In the flux of people floundering their way up the creek, I find myself with Brian Worley and Tom, a friend of his.  The friend has never been on one of these rock-hops before.  He is holding up remarkably well, considering.  But he has made one serious error—in dressing for the hike, he chose to wear tight blue jeans.  The jeans have become wet, and they are clinging to his knees, imprisoning him.   It is time for emergency surgery.

The three of us sit down on a large boulder.  I take out my Swiss Army knife, open out the scissor attachment, and hand it to Tom.  He cuts off the pants legs just above the knees.  It takes a while, but he is finally a free man.  He stows the amputated legs in his pack, and we continue onward.  I notice that Brian is laughing, which is not unusual.  He propels himself up these creeks by force of mirth.

We should come to the waterfall before long.  We have put in hours of serious rockhopping, ticking off sections of stream foot by vertical foot.  This is the “working” section of climbing a stream, when you are chipping away at the vertical dimension at a workmanlike pace.  Higher up, the amount of effort is so high in proportion to the distance climbed that it seems haphazard and creative, accomplished by inspiration rather than technique.

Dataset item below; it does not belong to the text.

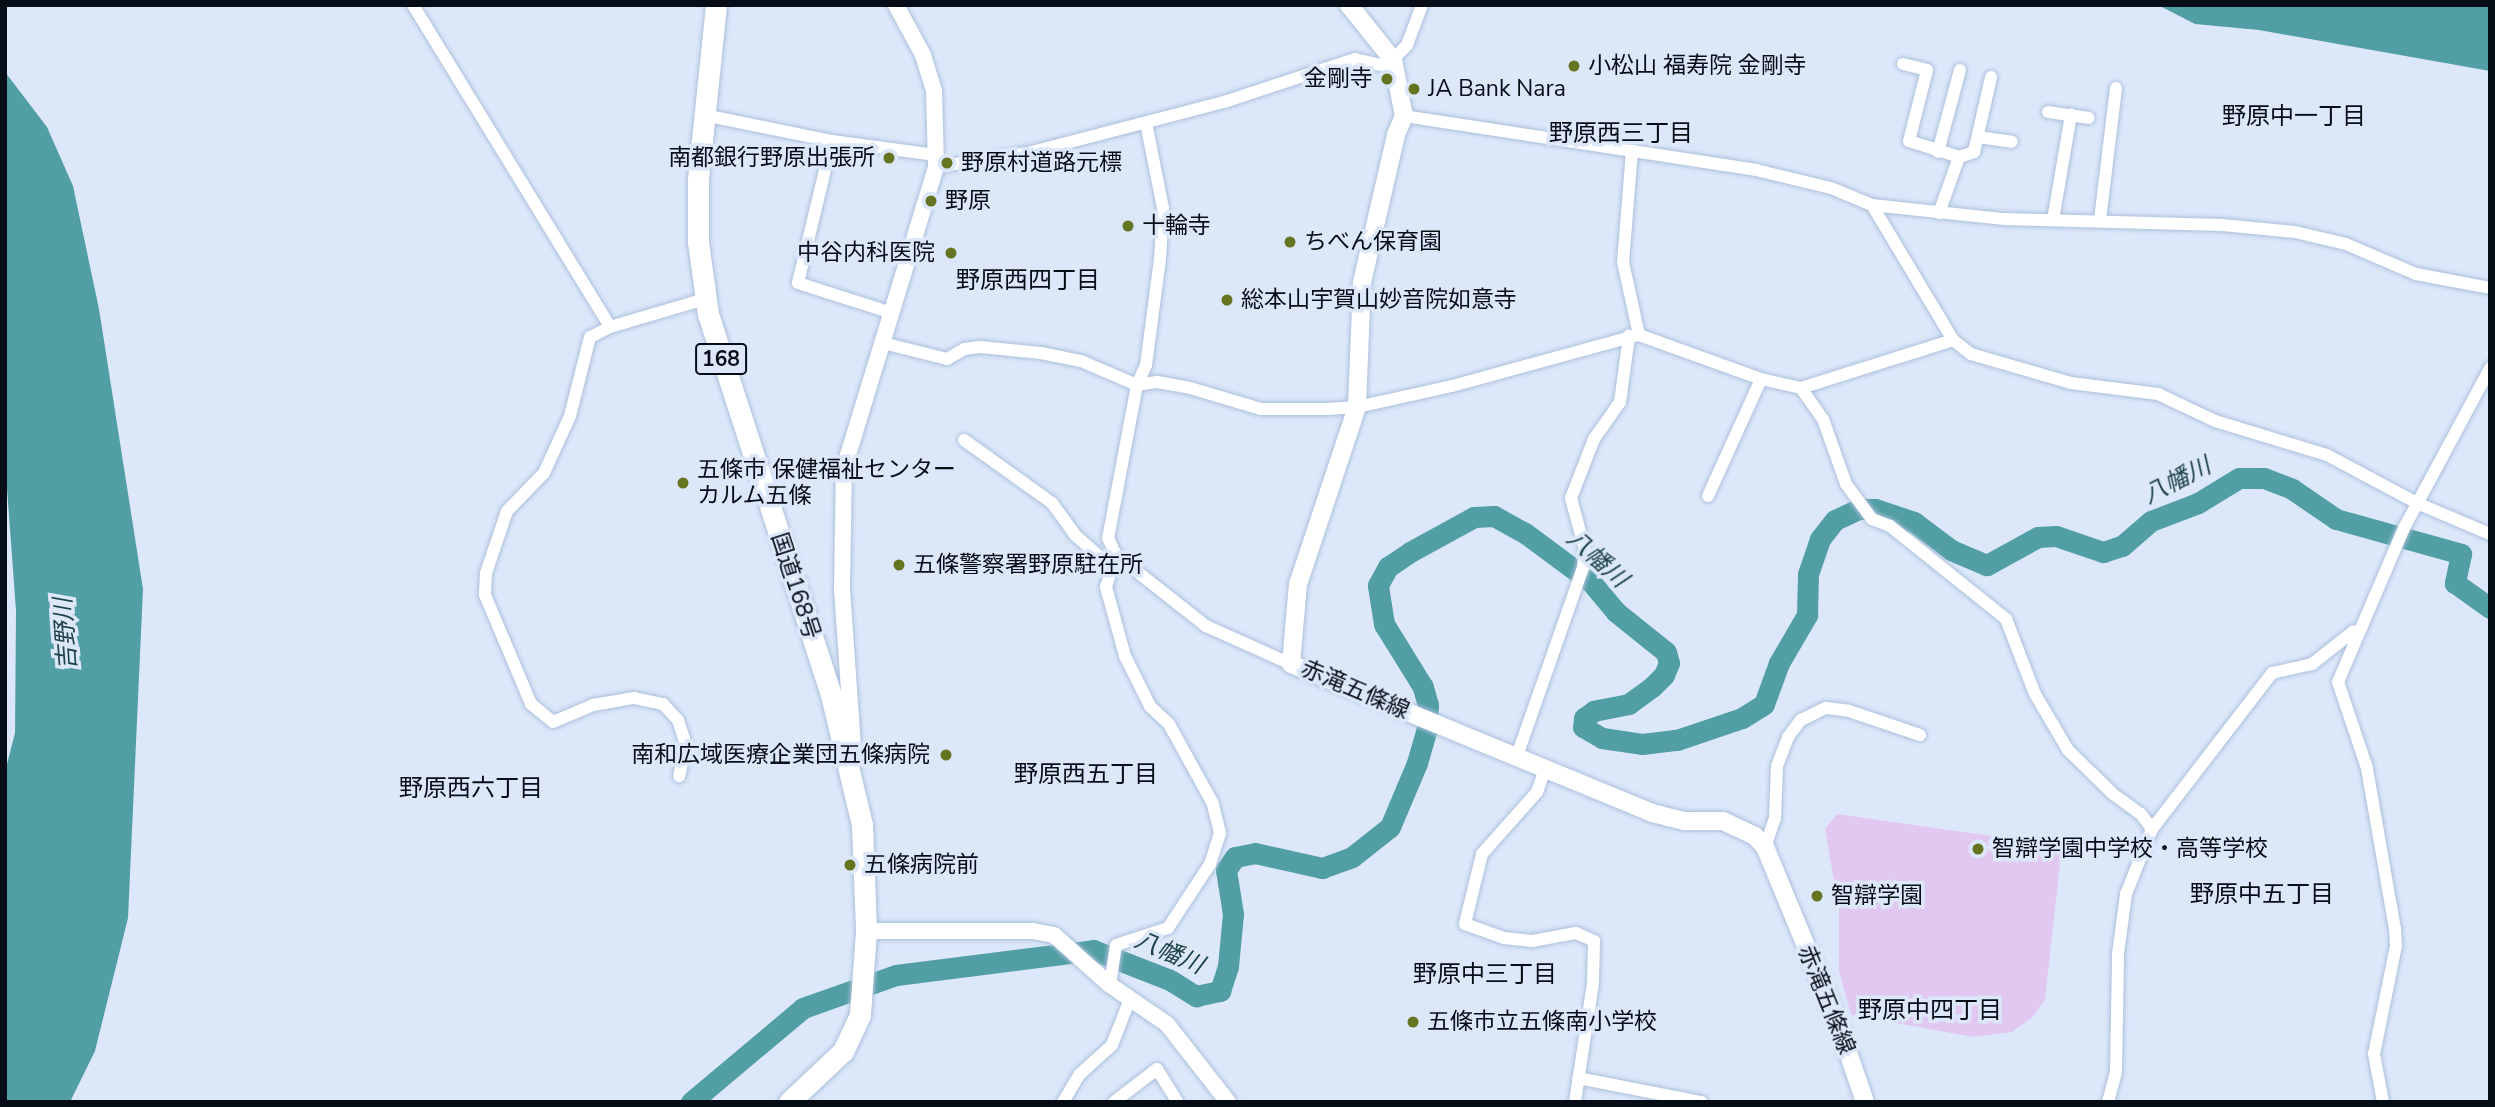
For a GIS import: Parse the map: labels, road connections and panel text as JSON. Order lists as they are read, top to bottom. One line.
{"streets":{"highway":["168","国道168号"],"main road":["赤滝五條線"]},"districts":["野原中一丁目","野原西三丁目","野原西四丁目","野原西五丁目","野原西六丁目","野原中五丁目","野原中三丁目","野原中四丁目"],"water":["八幡川","吉野川"],"places":["小松山 福寿院 金剛寺","金剛寺","JA Bank Nara","南都銀行野原出張所","野原村道路元標","野原","十輪寺","ちべん保育園","中谷内科医院","総本山宇賀山妙音院如意寺","五條市 保健福祉センター カルム五條","五條警察署野原駐在所","南和広域医療企業団五條病院","智辯学園中学校・高等学校","五條病院前","智辯学園","五條市立五條南小学校"]}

We move through the gloom of the woods, under the canopy of dark, giant trees.  Now, at 4250′, I see a sudden contrast: the water is flowing down from high above us.  We gaze up at a dark, massive bluff perhaps 100 feet high.  The water cascades down about half the distance until it reaches a ledge, then slides over the ledge and tumbles down in a ghostly spray.   The living, moving stream is beautiful, but it also poses a problem: how do we get up around it?  The fall is hemmed in with the usual snarly, tangled rhododendron.  We decide to go for the left side, and begin to haul ourselves up.  It is the usual ridiculous kind of place.  The dirt is so rich, and dark, and soft, that it showers down when the toe of a boot is stuck into it.  You interweave your arms and legs with the rhododendron and crawl under, climb over, crawl under.  The plant seems to have been designed by a diabolical mind.  It’s an extra touch of genius that its flowers are actually beautiful during the one week each year that they bloom.

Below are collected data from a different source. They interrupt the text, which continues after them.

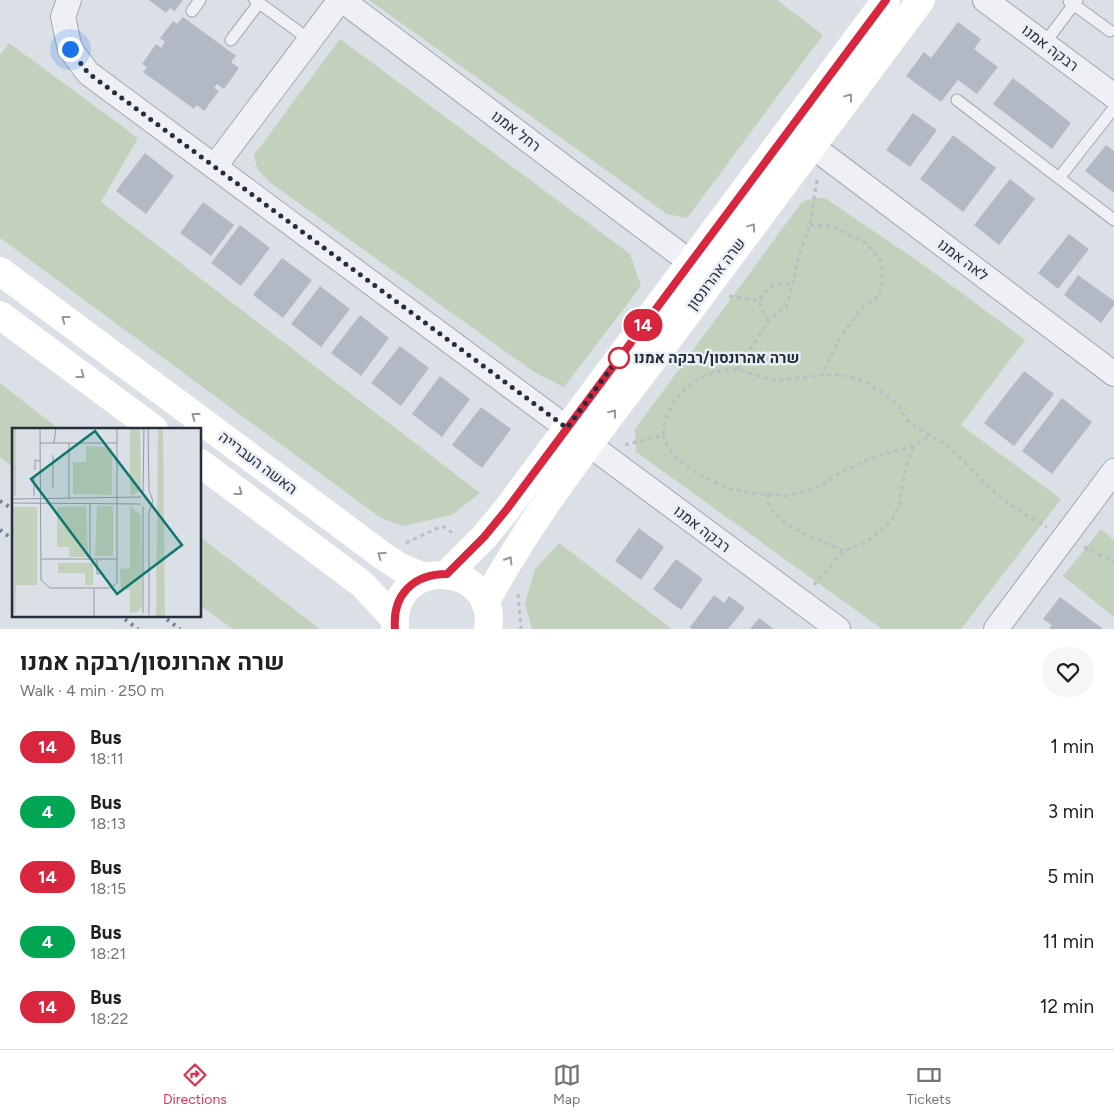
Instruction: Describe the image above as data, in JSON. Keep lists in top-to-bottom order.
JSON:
{
  "streets": {
    "street": [
      "רבקה אמנו",
      "רחל אמנו",
      "לאה אמנו",
      "שרה אהרונסון",
      "האשה העברייה"
    ]
  },
  "crossings": [
    ["רבקה אמנו", "רחל אמנו"],
    ["רבקה אמנו", "שרה אהרונסון"],
    ["רחל אמנו", "שרה אהרונסון"],
    ["לאה אמנו", "שרה אהרונסון"],
    ["שרה אהרונסון", "האשה העברייה"]
  ],
  "places": ["שרה אהרונסון/רבקה אמנו"],
  "lines": ["bus line 14"],
  "page": {
    "on_map": "14",
    "heading": ["שרה אהרונסון/רבקה אמנו", "Walk · 4 min · 250 m"],
    "list": [
      {
        "mark": "14",
        "name": "Bus",
        "note": "18:11",
        "value": "1 min"
      },
      {
        "mark": "4",
        "name": "Bus",
        "note": "18:13",
        "value": "3 min"
      },
      {
        "mark": "14",
        "name": "Bus",
        "note": "18:15",
        "value": "5 min"
      },
      {
        "mark": "4",
        "name": "Bus",
        "note": "18:21",
        "value": "11 min"
      },
      {
        "mark": "14",
        "name": "Bus",
        "note": "18:22",
        "value": "12 min"
      }
    ],
    "tabs": ["Directions", "Map", "Tickets"]
  }
}
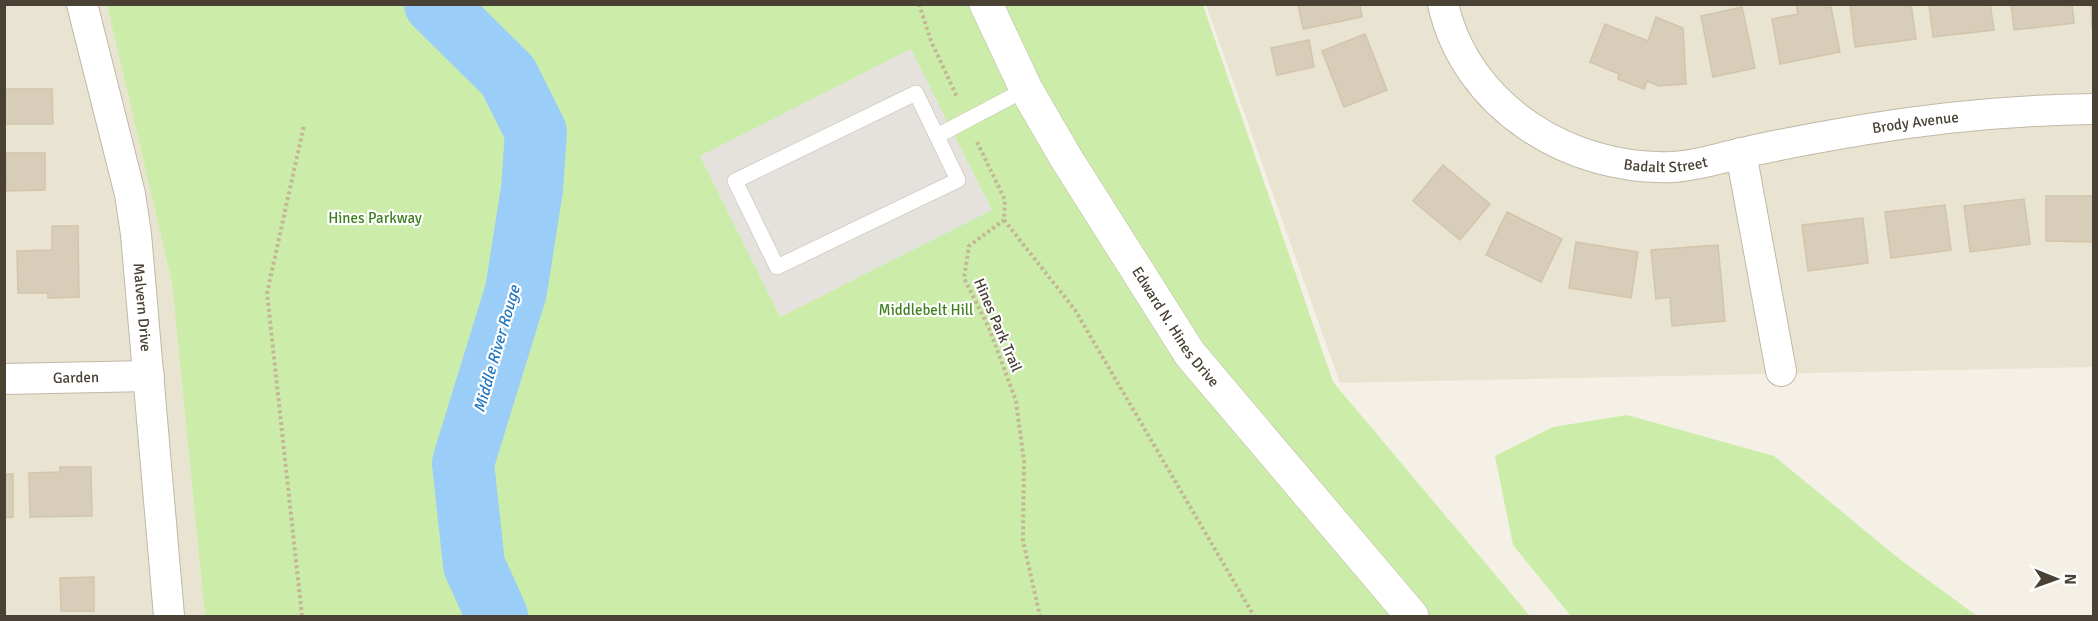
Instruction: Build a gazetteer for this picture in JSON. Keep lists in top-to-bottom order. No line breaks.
{"streets":{"street":["Brody Avenue","Badalt Street","Malvern Drive","Edward N. Hines Drive","Garden"],"path":["Hines Park Trail"]},"crossings":[["Brody Avenue","Badalt Street"],["Malvern Drive","Garden"]],"water":["Middle River Rouge"],"parks":["Hines Parkway","Middlebelt Hill"],"north":"right"}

So we pull, slither, and tug our way up.  Eventually we reach the level of the middle ledge of the waterfall.  It is not strictly necessary to walk across it, but we’ve heard that others have done so.  Jean Bangham once told me she even sat down on the ledge and ate lunch—it must have been a drier year.  The ledge looks a bit treacherous, but we carefully make our way across water that’s about an inch deep.  At the very middle, I pause.  I feel that I’ve gone into the heart of the stream.

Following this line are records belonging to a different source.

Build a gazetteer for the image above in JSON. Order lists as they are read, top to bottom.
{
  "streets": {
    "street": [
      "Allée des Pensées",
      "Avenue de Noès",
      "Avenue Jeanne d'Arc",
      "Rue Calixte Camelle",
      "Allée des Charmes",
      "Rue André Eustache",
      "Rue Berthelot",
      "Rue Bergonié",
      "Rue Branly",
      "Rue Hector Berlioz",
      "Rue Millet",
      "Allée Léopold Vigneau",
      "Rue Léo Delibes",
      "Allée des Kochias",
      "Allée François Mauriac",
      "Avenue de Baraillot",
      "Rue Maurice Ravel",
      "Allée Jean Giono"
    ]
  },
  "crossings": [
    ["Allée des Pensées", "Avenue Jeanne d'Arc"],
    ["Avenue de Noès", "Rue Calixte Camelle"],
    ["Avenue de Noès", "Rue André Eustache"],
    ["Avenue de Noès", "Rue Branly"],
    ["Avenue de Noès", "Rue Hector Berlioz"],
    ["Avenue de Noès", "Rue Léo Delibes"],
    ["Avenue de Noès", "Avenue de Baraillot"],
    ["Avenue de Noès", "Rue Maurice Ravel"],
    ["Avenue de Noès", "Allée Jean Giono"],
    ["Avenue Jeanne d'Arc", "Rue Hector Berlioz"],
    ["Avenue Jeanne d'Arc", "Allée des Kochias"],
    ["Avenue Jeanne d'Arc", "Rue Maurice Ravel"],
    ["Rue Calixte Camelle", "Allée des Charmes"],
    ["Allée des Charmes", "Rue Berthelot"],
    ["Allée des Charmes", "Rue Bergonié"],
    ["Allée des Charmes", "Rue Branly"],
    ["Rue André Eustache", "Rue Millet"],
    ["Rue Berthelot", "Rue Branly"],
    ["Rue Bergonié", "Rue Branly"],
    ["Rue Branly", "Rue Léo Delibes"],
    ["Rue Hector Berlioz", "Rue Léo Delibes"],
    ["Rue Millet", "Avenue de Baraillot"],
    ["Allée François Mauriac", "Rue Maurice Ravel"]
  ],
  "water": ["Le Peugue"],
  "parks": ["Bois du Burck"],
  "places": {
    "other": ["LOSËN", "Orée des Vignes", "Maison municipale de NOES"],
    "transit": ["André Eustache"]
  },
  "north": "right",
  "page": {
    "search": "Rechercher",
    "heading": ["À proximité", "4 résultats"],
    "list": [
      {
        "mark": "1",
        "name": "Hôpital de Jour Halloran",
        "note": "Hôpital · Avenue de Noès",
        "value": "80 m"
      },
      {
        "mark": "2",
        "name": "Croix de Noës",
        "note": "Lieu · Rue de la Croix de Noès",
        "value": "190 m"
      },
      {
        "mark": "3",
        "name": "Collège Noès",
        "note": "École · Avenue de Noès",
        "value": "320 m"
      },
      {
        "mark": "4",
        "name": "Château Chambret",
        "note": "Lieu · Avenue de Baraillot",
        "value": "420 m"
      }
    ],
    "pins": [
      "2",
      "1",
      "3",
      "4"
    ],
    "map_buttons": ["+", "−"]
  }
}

When we reach the far side we have more rhodo-pulling to do.  I watch as the person in front of me feeds himself into an aggressive rhodo bush.  I follow as best as I can and emerge with dirt on my hands and leaves down the back of my neck.  Not much further up, we encounter Charlie, sitting on a rock and eating lunch.  We tell him about crossing the ledge, and somehow it seems that he certifies the accomplishment by hearing about it—he is the best qualified to appreciate it.  Although Charlie is a stickler for doing things properly, sometimes that means taking a deliberate risk.  He is disappointed if a valuable experience is avoided.  He would say of some interesting obstacle, “You mean you went around that instead of over it?  But all you have to do is go right up the middle!”

It is mid-afternoon before we cross the geological divide between Thunderhead sandstone and Anakeesta slate.  Our pace slows as we negotiate steep, mossy slabs of streambed up into the balsam zone.  There’s one difficult pitch of steep rubble where I watch Charlie churning up through the rock shards, but he keeps swimming upward and then muscles his way into the thick ferns and blackberries above.  We are almost at the top—must be about 6300′—and one enormous blowdown stands in our way.  There’s a steep drop to the left, a huge complication of sharp branches to the right, and the massive trunk is head-high and impossible to climb over.  So we worm our way underneath.  As I pull myself out the other side, I see a cluster of pink turtleheads blooming.  “Places like this are great!” I say, and the others just start laughing.